In his illustrated talk Sernett will use his research to relate the history of Gerrit Smith Miller’s importation to Peterboro of the first registered Holstein-Fresian herd in America. Sernett published the book Cradle of the Breed: Gerrit Smith Miller and the Kriemhild Herd, for the first Holstein Heritage event, and followed that publication with another in 2011 Say Cheese! The Story of the Era When New York State Cheese was King. Both books will be available at the program, at the Peterboro Mercantile, and are online at mercantile.gerritsmith.org

Returning directly from the National Association of Milk Bottle Collectors (NAMBC), Peter Bleiberg will share information on milk bottles and their collection. Bleiberg, a resident of New Hartford and the next editor of The Milk Route, the official newsletter of the NAMBC, has been collecting milk bottles for twenty-four years.
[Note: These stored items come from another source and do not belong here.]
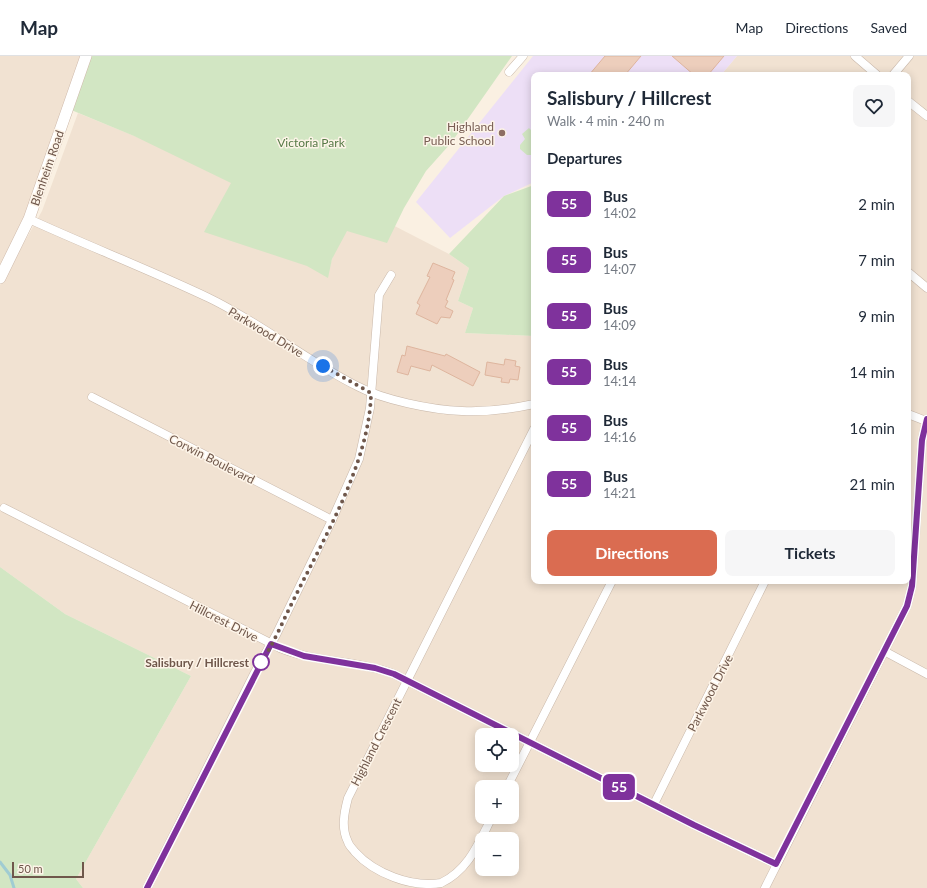 <!DOCTYPE html>
<meta charset="utf-8">
<style>
:root{--surface:#fff;--page:#f6f6f7;--text:#1f2937;--muted:#747a83;--line:#e0e1e3;--accent:#da6c51}
body{margin:0;font-family:Lato,sans-serif;background:var(--page);color:var(--text);height:100vh;display:flex;flex-direction:column;font-size:15px;white-space:nowrap}
*{box-sizing:border-box;margin:0}
p{font-size:13px;color:var(--muted)}
.icon{flex:none;width:22px;height:22px;fill:none;stroke:currentColor;stroke-width:2;stroke-linecap:round;stroke-linejoin:round}
.map{position:relative;flex:1;overflow:hidden}
.drawer{position:absolute;left:531px;top:16px;width:380px;height:512px;display:flex;flex-direction:column;background:var(--surface);border-radius:8px;box-shadow:0 2px 10px #0003}
.drawer>*{flex:none}
.badge{padding:0 8px;border-radius:6px;font-size:14px;line-height:26px}
.buttons{position:absolute;left:475px;top:672px;display:grid;gap:8px}
.buttons a{display:grid;place-items:center;width:44px;height:44px;border-radius:8px;background:var(--surface);box-shadow:0 2px 10px #0003;font-size:20px}
.scale{position:absolute;left:12px;bottom:10px;width:72px;box-sizing:border-box;padding-left:4px;border:2px solid #6f574b;border-top:0;font-size:11px;line-height:14px;white-space:nowrap;color:#6f574b;-webkit-text-stroke:3px #fdf4e8;paint-order:stroke}
.you{position:absolute;width:20px;height:20px;margin:-10px;border:3px solid #fff;border-radius:50%;background:#1a73e8;box-shadow:0 0 0 6px #1a73e833}
.map>.badge{position:absolute;translate:-50% -50%;box-shadow:0 0 0 2px #fff}
h2{padding:0 16px;font-size:15px;line-height:36px}
.round{display:grid;place-items:center;flex:none;width:42px;height:42px;border-radius:8px;background:var(--page)}
.headline{display:flex;align-items:center;justify-content:space-between;height:68px;padding:0 16px}
h1{font-size:19px;font-weight:700;line-height:30px}
.primary-button{display:flex;gap:8px;margin-top:auto;padding:8px 16px}
.primary-button a{flex:1;height:46px;border-radius:8px;background:var(--accent);color:#fff;font-size:16px;font-weight:700;line-height:46px;text-align:center}
.primary-button a+a{background:var(--page);color:var(--text)}
ul{padding:0;list-style:none}
li{display:flex;align-items:center;gap:12px;height:56px;padding:0 16px}
li div{flex:1}
li b{display:block;font-size:15px}
li em{font-style:normal}
li .badge{min-width:44px;font-weight:700;text-align:center}
header{display:flex;align-items:center;gap:24px;box-sizing:border-box;height:56px;padding:0 20px;background:var(--surface);border-bottom:1px solid var(--line)}
header strong{font-size:19px}
nav{display:flex;gap:22px;margin-inline-start:auto;font-size:14px}
.map>svg:first-child{display:block}
.residential{fill:#f1e2d2;fill-rule:evenodd}
.education{fill:#eddff6}
.green{fill:#d2e6c3}
.lines{fill:none;stroke-linecap:round;stroke-linejoin:round}
.stream{stroke:#a0ccd2;stroke-width:3}
.building{fill:#edcebc;stroke:#deb59e}
.street-casing{stroke:#c9b8aa;stroke-width:9}
.secondary-casing{stroke:#cfbaab;stroke-width:12}
.street{stroke:#fff;stroke-width:8}
.secondary{stroke:#fff;stroke-width:11}
.line-casing{stroke:#fff;stroke-width:9}
.line{stroke:#7f329c;stroke-width:6}
.walk{stroke:#6f574b;stroke-width:4;stroke-dasharray:0 7.2}
.education-dot{fill:#8d6e63;stroke:#fdf4e8;stroke-width:1.5}
.stop-dot{fill:#fff;stroke:#7f329c;stroke-width:2}
.labels{text-anchor:middle;dominant-baseline:central;stroke-width:3;stroke-linejoin:round;paint-order:stroke}
.education-label{font-size:12px;fill:#785e54;stroke:#fdf4e8;text-anchor:end}
.park-label{font-size:12px;fill:#577a47;stroke:#fdf4e8}
.street-label{font-size:12px;fill:#6f574b;stroke:#fdf4e8}
.stop-label{font-size:12px;font-weight:bold;fill:#6f574b;stroke:#fdf4e8;text-anchor:end}
</style>
<header>
<strong>Map</strong>
<nav><a>Map</a><a>Directions</a><a>Saved</a></nav>
</header>
<div class="map">
<svg width="927" height="832" viewBox="0 0 927 832">
<rect width="100%" height="100%" fill="#faf0e2"/>
<g class="residential">
<path d="M0 0H86L59 77 0 222Z"/>
<path d="M737 0H927V832H83L76 823 191 620 65 558 0 511V229L42 155 78 57 154 88 234 126 327 221 342 167 381 163 449 198 469 212 458 245 473 252 465 277 534 280V525H908V19H721ZM482 679H512V709H482ZM482 731H512V761H482ZM482 783H512V813H482Z"/>
</g>
<path class="education" d="M533 0H737L721 19H534V126L504 140 450 182 416 146Z"/>
<g class="green">
<path d="M81 0H512L451 87 426 115 404 152 387 187 347 175 332 203 328 222 307 210 204 176 231 127 134 80 64 51Z"/>
<path d="M529 72 534 77V97L532 99H527L520 93V89L525 83 522 78Z"/>
<path d="M534 129V280L465 277 473 252 458 245 469 212 449 198 504 140Z"/>
<path d="M0 511 65 558 191 620 76 823 83 832H0Z"/>
</g>
<g class="lines">
<path class="stream" d="M0 806 10 819 14 832"/>
</g>
<g class="building">
<path d="M605 0H641L625 19H589Z"/>
<path d="M672 0H724L708 19H694Z"/>
<path d="M433 207 455 216 452 223 454 224 446 244 448 245 445 251 453 255 450 262 441 261 437 268 416 258 420 249 417 247 430 221 427 220Z"/>
<path d="M407 290 445 300 446 298 480 316 473 330 432 309 430 315 411 310 408 319 397 316 402 299 405 300Z"/>
<path d="M505 303 516 305 515 310 520 311 518 324 510 323 509 327 501 326 502 322 485 319 487 306 504 309Z"/>
</g>
<g class="lines">
<defs>
<g id="street">
<path d="M855 0 877 19"/>
<path d="M509 16 523 0"/>
<path d="M893 19 909 0"/>
<path d="M908 45 927 60"/>
<path d="M29 163C88 190 150 214 209 242 261 267 305 304 357 330 383 344 432 354 462 355 486 356 511 353 534 348"/>
<path d="M908 216 927 232"/>
<path d="M92 341 332 464"/>
<path d="M908 358 926 365"/>
<path d="M4 452 280 592C316 607 358 604 394 618L694 769 776 808"/>
<path d="M884 595 927 618"/>
<path d="M507 731 612 525"/>
<path d="M654 748 765 525"/>
<path d="M492 761C479 786 469 814 441 827 411 832 374 817 355 796 353 793 349 790 348 786 341 772 344 757 348 742L534 373"/>
<path d="M147 832 254 618 276 579 332 464 359 403 370 352 379 239 391 219"/>
<path d="M765 832 907 550 912 530 922 384 927 363"/>
</g>
<path id="secondary" d="M0 222 29 163 86 0"/>
</defs>
<use href="#street" class="street-casing"/>
<use href="#secondary" class="secondary-casing"/>
<use href="#street" class="street"/>
<use href="#secondary" class="secondary"/>
</g>
<g class="lines">
<defs>
<path id="line" d="M147 832 271 588 304 600 375 612 394 618 694 769 776 808 907 550 912 530 922 384 927 363"/>
</defs>
<use href="#line" class="line-casing"/>
<use href="#line" class="line"/>
<path class="walk" d="M261 606C272 592 284 562 294 543 324 482 370 405 371 337L323 310"/>
</g>
<circle class="education-dot" cx="502" cy="77" r="4"/>
<circle class="stop-dot" cx="261" cy="606" r="8"/>
<g class="labels">
<g class="education-label">
<text x="494" y="70">Highland<tspan x="494" dy="14">Public School</tspan></text>
</g>
<g class="park-label">
<text x="311" y="86">Victoria Park</text>
</g>
<g class="street-label">
<text transform="translate(47 112) rotate(-71)">Blenheim Road</text>
<text transform="translate(266 276) rotate(31)">Parkwood Drive</text>
<text transform="translate(212 403) rotate(27)">Corwin Boulevard</text>
<text transform="translate(224 565) rotate(27)">Hillcrest Drive</text>
<text transform="translate(710 637) rotate(-63)">Parkwood Drive</text>
<text transform="translate(376 686) rotate(-63)">Highland Crescent</text>
</g>
<g class="stop-label">
<text x="249" y="606">Salisbury / Hillcrest</text>
</g>
</g>
</svg>
<div class="buttons">
<a><svg class="icon" aria-label="locate" viewBox="0 0 24 24"><circle cx="12" cy="12" r="6"/><path d="M12 2v4M12 18v4M2 12h4M18 12h4"/></svg></a>
<a>+</a>
<a>−</a>
</div>
<div class="scale">50 m</div>
<div class="you" style="left:323px;top:310px"></div>
<b class="badge" style="left:619px;top:731px;background:#7f329c;color:#fff">55</b>
<section class="drawer">
<div class="headline"><div><h1>Salisbury / Hillcrest</h1><p>Walk · 4 min · 240 m</p></div><a class="round"><svg class="icon" aria-label="heart" viewBox="0 0 24 24"><path d="M12 20l-8-8c-3-5 5-10 8-4 3-6 11-1 8 4z"/></svg></a></div>
<h2>Departures</h2>
<ul>
<li><span class="badge" style="background:#7f329c;color:#fff">55</span><div><b>Bus</b><p>14:02</p></div><em>2 min</em></li>
<li><span class="badge" style="background:#7f329c;color:#fff">55</span><div><b>Bus</b><p>14:07</p></div><em>7 min</em></li>
<li><span class="badge" style="background:#7f329c;color:#fff">55</span><div><b>Bus</b><p>14:09</p></div><em>9 min</em></li>
<li><span class="badge" style="background:#7f329c;color:#fff">55</span><div><b>Bus</b><p>14:14</p></div><em>14 min</em></li>
<li><span class="badge" style="background:#7f329c;color:#fff">55</span><div><b>Bus</b><p>14:16</p></div><em>16 min</em></li>
<li><span class="badge" style="background:#7f329c;color:#fff">55</span><div><b>Bus</b><p>14:21</p></div><em>21 min</em></li>
</ul>
<div class="primary-button"><a>Directions</a><a>Tickets</a></div>
</section>
</div>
He focuses his collection on the variety of pictures and slogans that began to appear on painted milk bottles in the mid-1930’s.

To promote the use of their milk and other dairy products, dairies used images of cows, barns, babies, families, ice cream, butter, nursery rhymes, war-related scenes, and many other subjects on the backs of the colorful bottles. Peter’s presentation, entitled Marketing of Milk in the 1940s, includes pictures of hundreds of bottles and traces the advertising themes on the bottles that sat in our refrigerators and on our kitchen tables every morning.

Mike Gleason will return to the annual event with his antique milking machines and, hopefully, with copies of his book on milking machines that is in publication at this time.

The public is encouraged to attend this heritage session which broadens understanding of the rich history of Gerrit Smith and his family. The Gerrit Smith Estate National Historic Landmark at 5304 Oxbow Road in Peterboro has been designated by both the state and national park services as a site on the Underground Railroad.

 Exhibits on freedom seekers and abolitionists are in the three buildings on the estate that are open to the public. The site is open in 2012 on weekends from 1 -5 pm through September 23, for special events, and by appointment. Admission is $3 and free for students. For more information: 315-280-8828, [email protected] or www.gerritsmith.org.

Illustration: A Holstein from an 1898 print.